Reporting Vanessa Borge
MIAMI (CBS4) – Maxine Sonnenschein has a lot to smile about today.
But for years after beating colon cancer, her self-confidence was shaken.
“I lost my eyebrows during the treatment,” said Sonnenschein.
Like many cancer patients, because of her chemotherapy treatment, Sonnenschein lost all her hair.
“You can’t wear a wig on your eyebrows. They are either there or they’re not,” Sonnenschein said.
“You’re always thinking that you look horrible, you feel like you’re a freak.”
Sonnenschein is not alone. According to the Center for Dermatology and Hair Diseases, 65% of cancer patients experience hair loss because of treatment, 47% of female patients said they consider hair loss to be the most traumatic aspect of chemotherapy and 8% would decline chemotherapy due to fears of losing their hair.
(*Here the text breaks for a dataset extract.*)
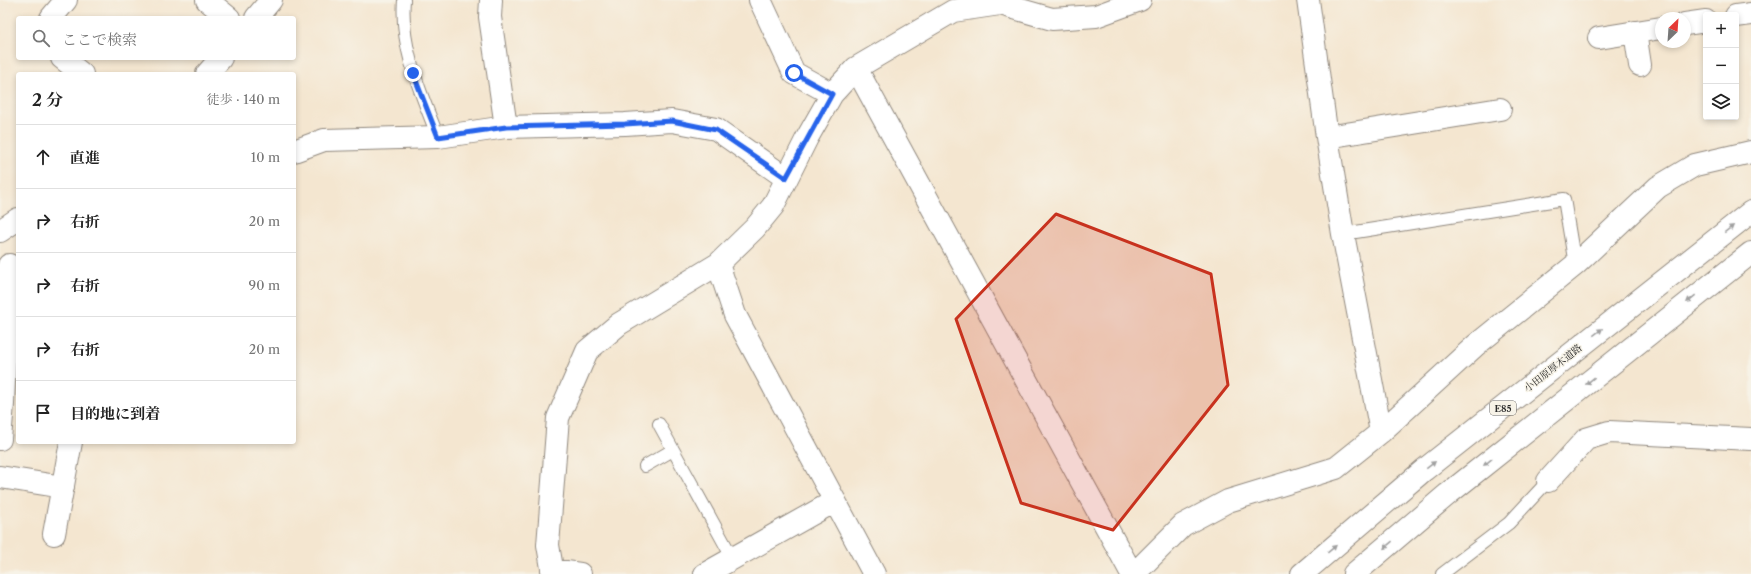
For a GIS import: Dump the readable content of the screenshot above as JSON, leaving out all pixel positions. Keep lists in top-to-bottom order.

Going outside in the rain, sweating, even exercising became a problem for Sonnenschein who for years drew on her eyebrows.
“I was afraid to go in the water. I work out every day and if you sweat your eyebrows come off,” she said.
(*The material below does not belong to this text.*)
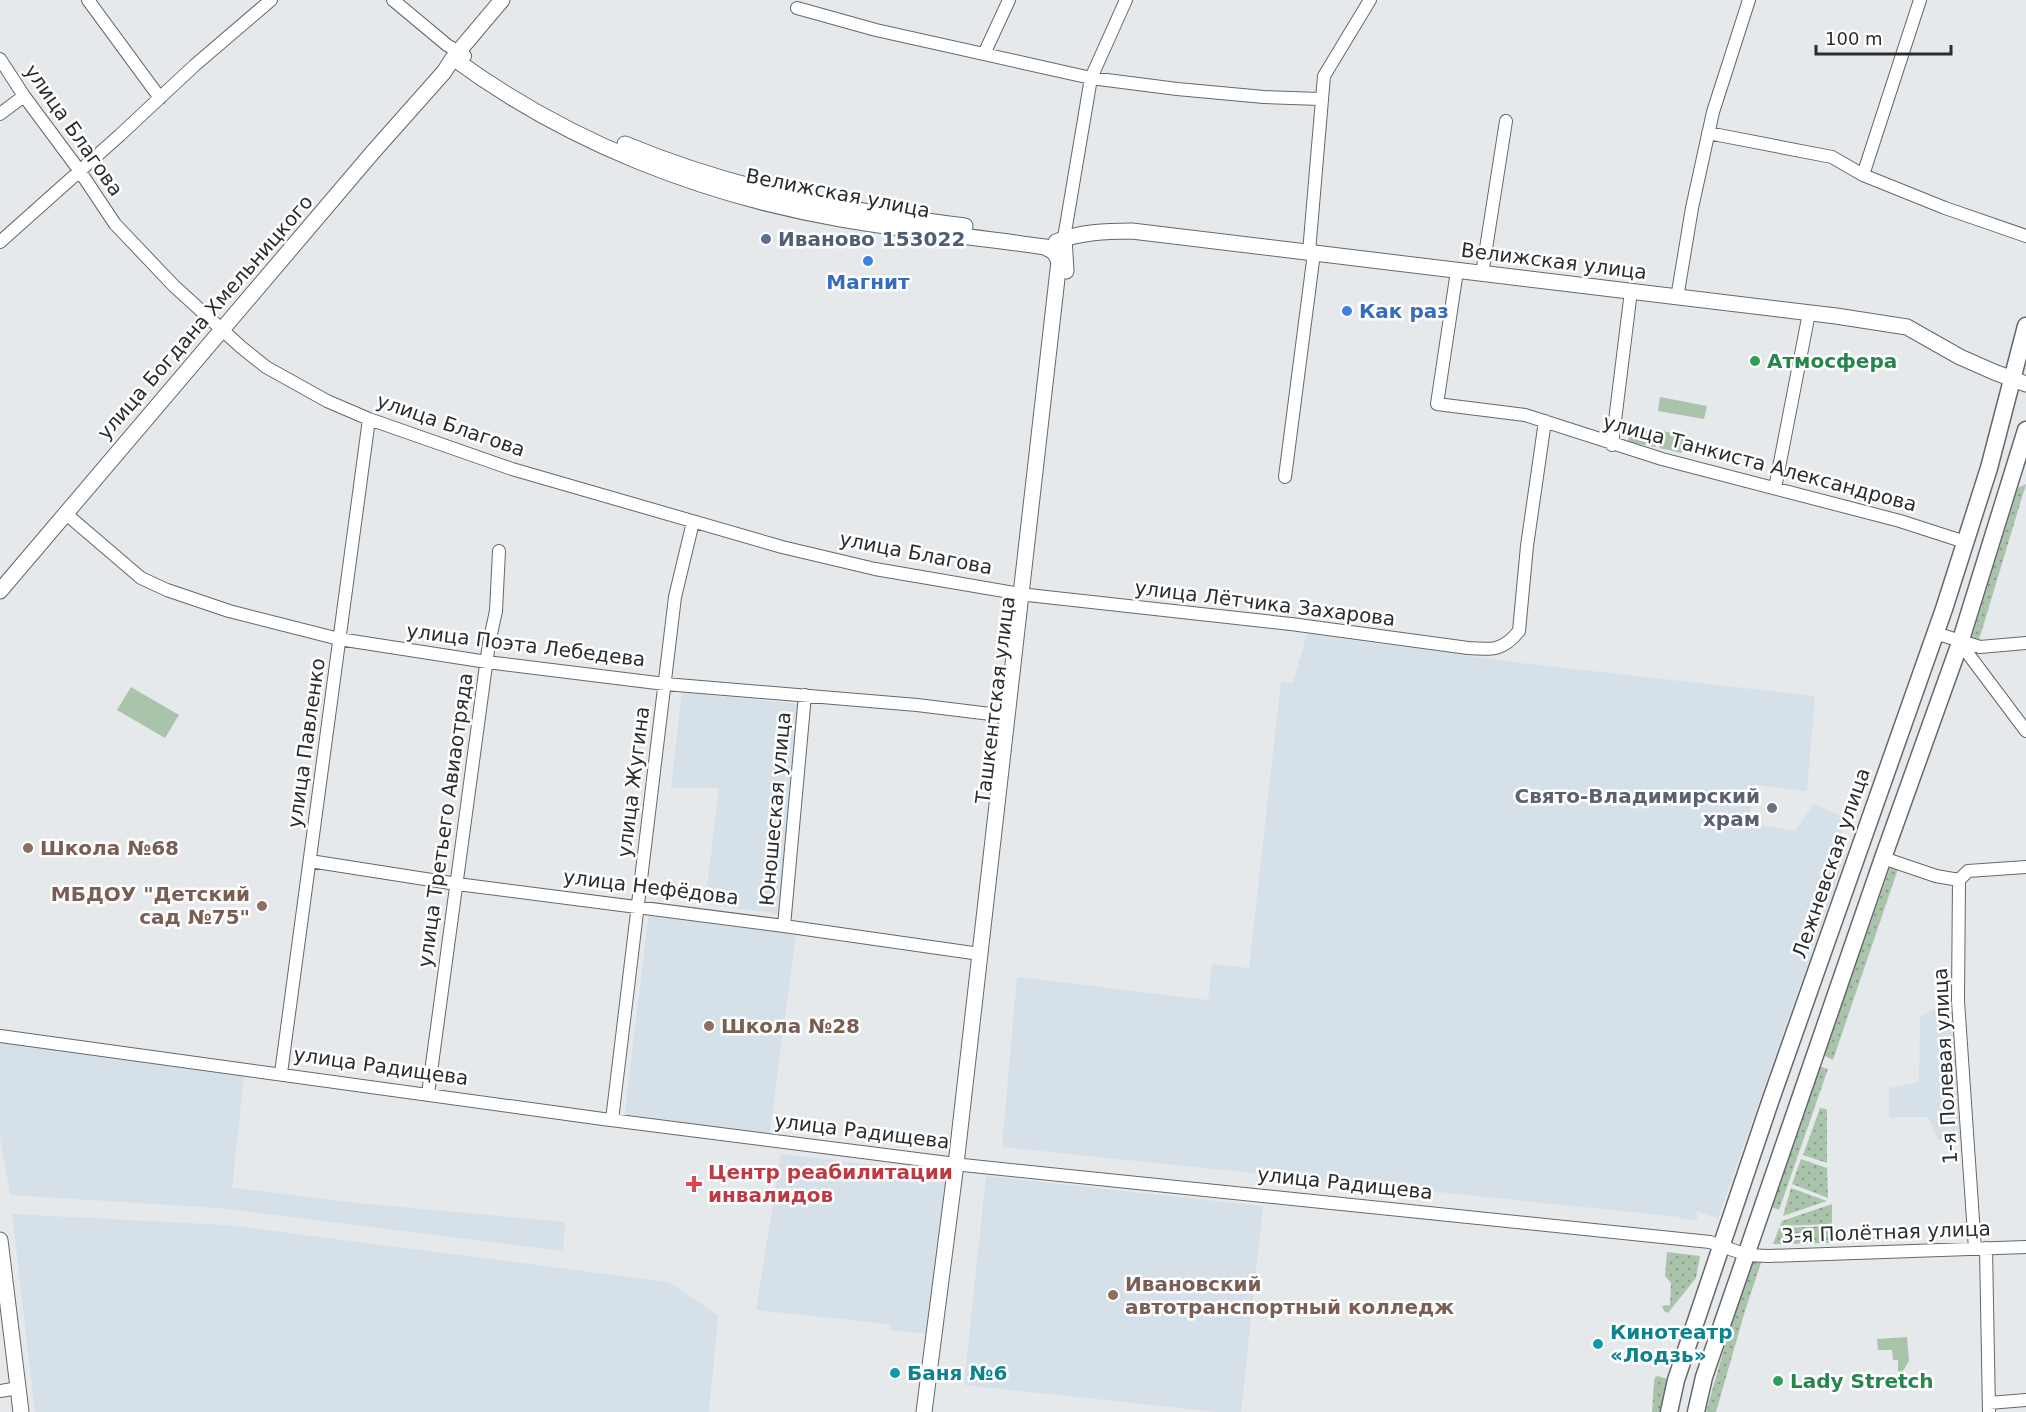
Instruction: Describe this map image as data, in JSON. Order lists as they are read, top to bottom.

But then Maxine met Diane Makish and it changed her life forever. A professional cosmetic tattoo artist, Diane permanently gives her clients the hair and confidence they lost during treatment.
“It feels great to know that I take part in making someone confident especially in a vulnerable time,” Makish said.
“In permanent make up, you see a lot of color in stenciled in eyebrows that look very fake,” Makishsaid.
But Diane gives a more natural three dimensional look to her work.
The only catch, like all tattoos, Sonnenschein’s eyebrows will fade with time, not a problem for her though.
“Think about that. Drawing your eyebrows on six times a day or coming back every couple of years to get a touch up. That’s a big difference,” she said.
Sonnenschein has her eyebrows and her confidence back, something she wishes for her fellow cancer survivors.
“If anybody has been through this, and you’ve survived, and you want to get your life back, this is such a simple thing to do and it makes an amazing difference.”